Abstract
Background: Tumor-associated macrophage (TAM) polarization is a central determinant of head and neck squamous cell carcinoma (HNSC) progression. However, whether direct mitochondrial transfer governs TAM functional reprogramming in the tumor microenvironment (TME) remains unclear.
Methods: By integrating bioinformatics analyses with in vitro co-culture systems, in vivo tumor models, and clinical specimens, we systematically investigated intercellular mitochondrial transfer between squamous carcinoma cells and macrophages.

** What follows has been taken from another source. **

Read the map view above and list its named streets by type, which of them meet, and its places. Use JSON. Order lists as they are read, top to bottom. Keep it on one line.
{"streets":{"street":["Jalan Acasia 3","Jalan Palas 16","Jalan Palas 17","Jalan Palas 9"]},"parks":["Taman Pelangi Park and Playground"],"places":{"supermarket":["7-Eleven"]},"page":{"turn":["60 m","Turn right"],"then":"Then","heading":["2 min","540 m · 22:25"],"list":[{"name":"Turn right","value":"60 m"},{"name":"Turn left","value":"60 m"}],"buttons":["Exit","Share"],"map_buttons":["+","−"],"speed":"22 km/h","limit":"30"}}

Functional, metabolic, and molecular assays were performed following genetic and pharmacological inhibition of tunneling nanotubes (TNTs).
Results: We demonstrated that squamous carcinoma cells transfer mitochondria to macrophages via TNTs, driving their polarization toward an immunosuppressive M2 phenotype. Mechanistically, the transferred mitochondria reprogram TAM metabolism by promoting citrate-dependent lipid biosynthesis, leading to lipid accumulation. Reciprocally, lipid-laden TAMs potentiated epithelial–mesenchymal transition and malignant progression of tumor cells, forming a feed-forward pro-tumor circuit. Disruption of TNT formation effectively abrogated mitochondrial transfer, reversed TAM immunosuppression, and restored anti-tumor immunity. Notably, TNT blockade exhibited a synergistic therapeutic effect when combined with anti-PD-1 immunotherapy in vivo.
Conclusions: In this study, we identified TNT-mediated mitochondrial transfer as a previously underappreciated mechanism driving TAM metabolic and phenotypic reprogramming in HNSC. Targeting this intercellular organelle communication axis represents a compelling and translationally relevant strategy to enhance immunotherapeutic efficacy.